For the above reasons, the operations of 2014 were critical. Boko Haram was unable to move beyond the Kanuri region of northeastern Nigeria, and therefore was constrained to attack Kanuri regions in the neighboring countries of Cameroon, Chad and Niger. These attacks had the immediate result of drawing the governments and armies of these countries into fighting Boko Haram. Especially the militaries of Chad and Niger proved to be quite serious in fighting Boko Haram, and the successes of these militaries may have shamed the Nigerian government into taking the Boko Haram insurgency more seriously.

With the union of Boko Haram and Islamic State, there are a number of challenges for the new province. One is to survive the onslaught of the Nigerian, Cameroonian, Chadian and Nigerien forces, which are backed by U.S. and French troops as well. Thus far, Boko Haram has accomplished this task.
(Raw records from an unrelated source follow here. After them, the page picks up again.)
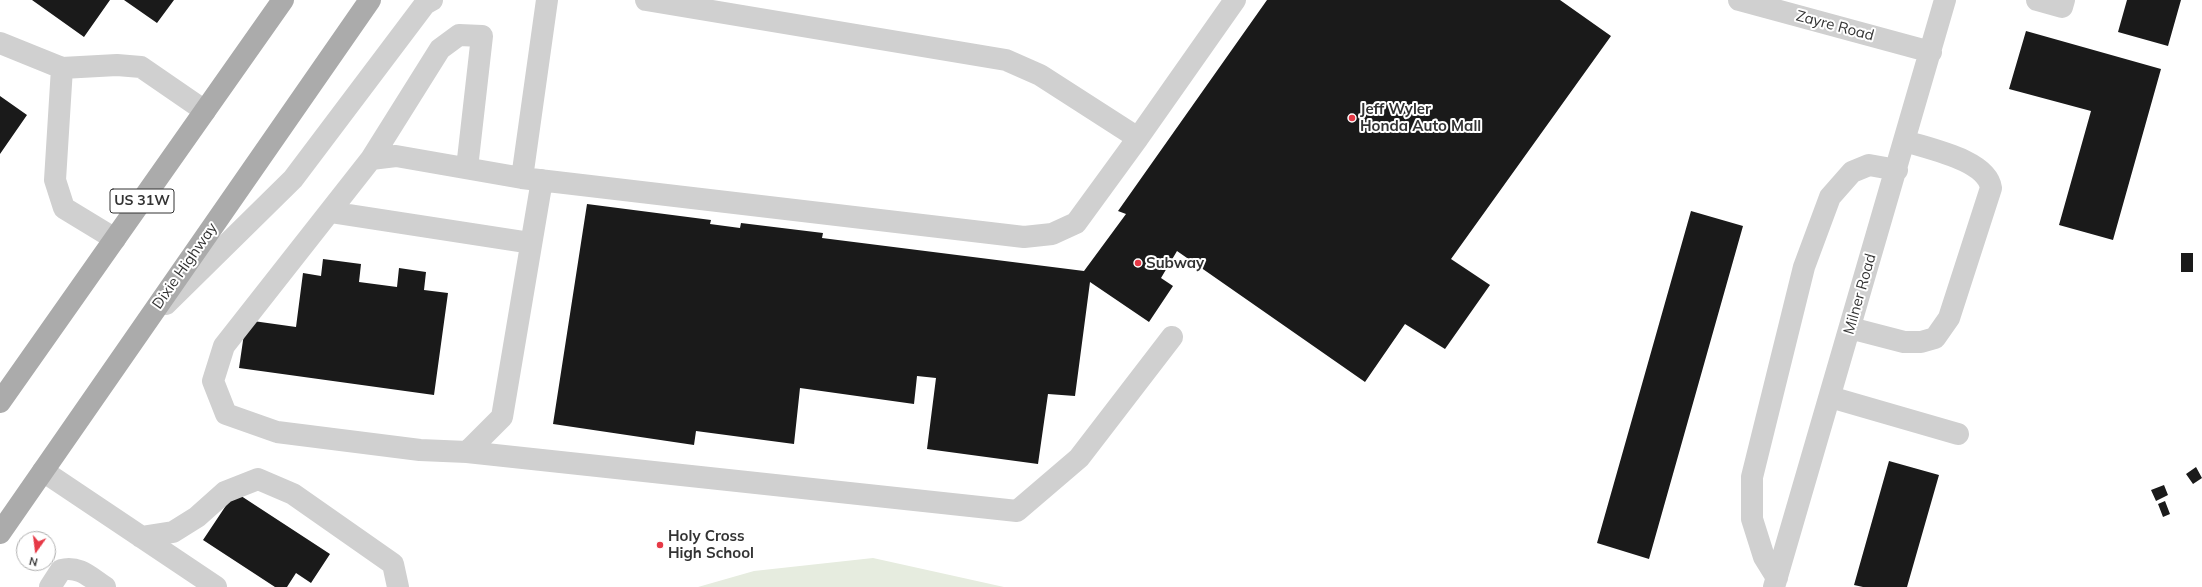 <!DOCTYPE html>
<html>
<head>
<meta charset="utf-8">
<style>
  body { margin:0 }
  #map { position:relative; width:2202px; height:587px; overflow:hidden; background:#fff; font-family:Mulish,sans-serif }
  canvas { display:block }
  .north { position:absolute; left:16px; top:531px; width:40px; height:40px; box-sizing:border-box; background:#fff; border:1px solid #adadad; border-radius:50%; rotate:194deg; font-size:11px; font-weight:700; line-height:16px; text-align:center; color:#333 }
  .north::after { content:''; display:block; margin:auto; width:14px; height:18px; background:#e63946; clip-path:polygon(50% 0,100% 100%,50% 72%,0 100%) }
</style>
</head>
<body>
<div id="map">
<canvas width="2202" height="587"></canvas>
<div class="north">N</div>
</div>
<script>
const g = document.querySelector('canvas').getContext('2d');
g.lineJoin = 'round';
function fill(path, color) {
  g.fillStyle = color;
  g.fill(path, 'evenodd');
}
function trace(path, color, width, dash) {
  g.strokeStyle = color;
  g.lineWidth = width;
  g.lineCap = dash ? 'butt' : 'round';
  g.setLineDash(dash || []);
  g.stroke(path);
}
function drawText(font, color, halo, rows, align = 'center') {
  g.font = font + ' Mulish,sans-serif';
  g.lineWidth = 4;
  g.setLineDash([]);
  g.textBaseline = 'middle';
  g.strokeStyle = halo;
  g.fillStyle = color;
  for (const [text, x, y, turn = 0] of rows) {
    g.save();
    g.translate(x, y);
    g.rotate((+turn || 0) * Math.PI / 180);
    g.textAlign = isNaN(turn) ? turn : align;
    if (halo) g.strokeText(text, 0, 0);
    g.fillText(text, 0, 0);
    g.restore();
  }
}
fill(new Path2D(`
  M 873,558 L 1004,587 L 698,587 L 754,571 Z`), '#e6ecdf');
fill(new Path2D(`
  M 32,0 L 110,0 L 84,37 Z
  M 124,0 L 174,0 L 157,23 Z
  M 1267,0 L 1560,0 L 1611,36 L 1451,259 L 1490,285 L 1445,349 L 1405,324 L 1365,382 L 1177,251 L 1161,278 L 1173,286 L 1149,322 L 1090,282 L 1075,396 L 1048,394 L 1038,464 L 927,449 L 936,378 L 917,376 L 914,404 L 800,388 L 794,444 L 696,431 L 694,445 L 553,424 L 587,204 L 711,220 L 710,224 L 740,228 L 741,223 L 823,233 L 822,238 L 1084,271 L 1126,214 L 1118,211 Z
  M 2127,0 L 2181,0 L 2168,46 L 2118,32 Z
  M 2026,31 L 2161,69 L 2113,240 L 2059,225 L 2091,111 L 2009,89 Z
  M 0,96 L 27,115 L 0,154 Z
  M 1691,211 L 1743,226 L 1649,559 L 1597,543 Z
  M 2181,253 L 2193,253 L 2193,272 L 2181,272 Z
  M 323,259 L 361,264 L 359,282 L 397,287 L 399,268 L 426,272 L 424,290 L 448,293 L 434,395 L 239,368 L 246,320 L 296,327 L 303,273 L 321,276 Z
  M 1889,461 L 1939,475 L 1907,587 L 1863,587 L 1854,585 Z
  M 2196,467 L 2202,478 L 2193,484 L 2186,474 Z
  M 2164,485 L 2168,495 L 2156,501 L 2151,490 Z
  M 235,492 L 330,554 L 311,583 L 296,573 L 287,587 L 275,587 L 203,540 Z
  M 2165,501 L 2170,514 L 2163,517 L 2158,504 Z`), '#1a1a1a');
trace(new Path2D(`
  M 547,0 L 522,178 L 1024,237 L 1052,234 L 1076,223 L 1138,138
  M 646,0 L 1006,60 L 1040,75 L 1138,138 L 1235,0
  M 1739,0 L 1931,52
  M 2037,0 L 2062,7 L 2064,0
  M 0,43 L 62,68 L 117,65 L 141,67 L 205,111
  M 62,68 L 55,180 L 64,208 L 115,239
  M 371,159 L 440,49 L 459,35 L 482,36 L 467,168
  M 522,178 L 396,156 L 371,159 L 224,346 L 213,381 L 226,414 L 277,432 L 420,450 L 467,452 L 502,417 L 542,180
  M 330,212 L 531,243
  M 166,304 L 293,179 L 425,4 L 432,0
  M 1850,328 L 1904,342 L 1921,342 L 1935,338 L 1949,318 L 1991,188 C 1987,160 1929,149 1905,141
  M 1830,397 L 1958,434
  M 467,452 L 1017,511 L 1079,458 L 1172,337
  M 43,471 L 216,587
  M 141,537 L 173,532 L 197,517 L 225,492 L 258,479 L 293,494 L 393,564 L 398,587
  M 1777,578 L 1764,557 L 1752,519 L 1752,477 L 1804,267 L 1830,197 L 1852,172 L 1869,165 L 1897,170
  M 50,587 L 61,570 C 79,565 91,578 105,587
  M 1774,587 L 1945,0`), '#d0d0d0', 22);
trace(new Path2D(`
  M 0,402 L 283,0
  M 0,533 L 370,0`), '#ababab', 22);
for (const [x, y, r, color] of [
  [1352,118,4,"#e63946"],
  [1138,263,4,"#e63946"],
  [660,545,4,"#e63946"]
]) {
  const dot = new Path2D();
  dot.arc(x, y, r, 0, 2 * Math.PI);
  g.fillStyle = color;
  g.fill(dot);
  trace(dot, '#fff', 1.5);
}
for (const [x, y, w] of [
  [142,201,64]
]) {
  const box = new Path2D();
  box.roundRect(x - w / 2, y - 12, w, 24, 3);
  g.fillStyle = '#fff';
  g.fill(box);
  trace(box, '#333', 1);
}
drawText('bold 14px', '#333', null, [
  ["US 31W",142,201]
]);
drawText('15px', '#333', '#fff', [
  ["Zayre Road",1835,26,15],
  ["Dixie Highway",185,266,-55],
  ["Milner Road",1860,294,-74]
]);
drawText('bold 15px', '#333', '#fff', [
  ["Jeff Wyler",1360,109],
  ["Honda Auto Mall",1360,126],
  ["Subway",1146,263],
  ["Holy Cross",668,536],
  ["High School",668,553]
], 'left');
</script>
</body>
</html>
Presumably its best strategy is to wait the coalition out, until new opportunities present themselves. A second is to find new leadership to replace that of Shekau, whose presence precludes any success for Boko Haram throughout the region of northern Nigeria. As he appears to have been sidelined since summer 2015, most probably this is taking place at the current time. The third is to generate a series of tactics and operations that will be consistent with Salafi-jihadism, but will highlight the divide between the Nigerian government and the northern Muslim population. Logically, such tactics and operations would focus violence upon the Christian population instead of upon the Muslims. This change has not yet occurred. Fourth, Boko Haram has to develop a coherent structure coupled with a media program that can both inspire confidence in its leadership, and communicate its message to the Muslim population. This has not occurred either.

The prospects for Boko Haram in the short-term are not good. However, it is very possible that the Nigerian government will make a mess out of its otherwise successful containment of the group. It remains to be seen, also, to what extent the subservience to Islamic State will affect the group ideologically and strategically.


Cook, David. 2014. “Boko Haram: A New Islamic State in Nigeria.” Accessed from on 15 November 2015.

Yusuf, Muhammad. c. 2007. Hadhihi `aqidatuna wa-minhaj da`watina. Maiduguri. Thanks to Alex Thurston for supplying me with a copy of this work.

Zenn, Jacob. 2014. “Boko Haram: Recruitment, Financing, and Arms Trafficking in the Lake Chad Region.” Center for Combatting Terrorism at West Point. Accessed from on 15 November 2015.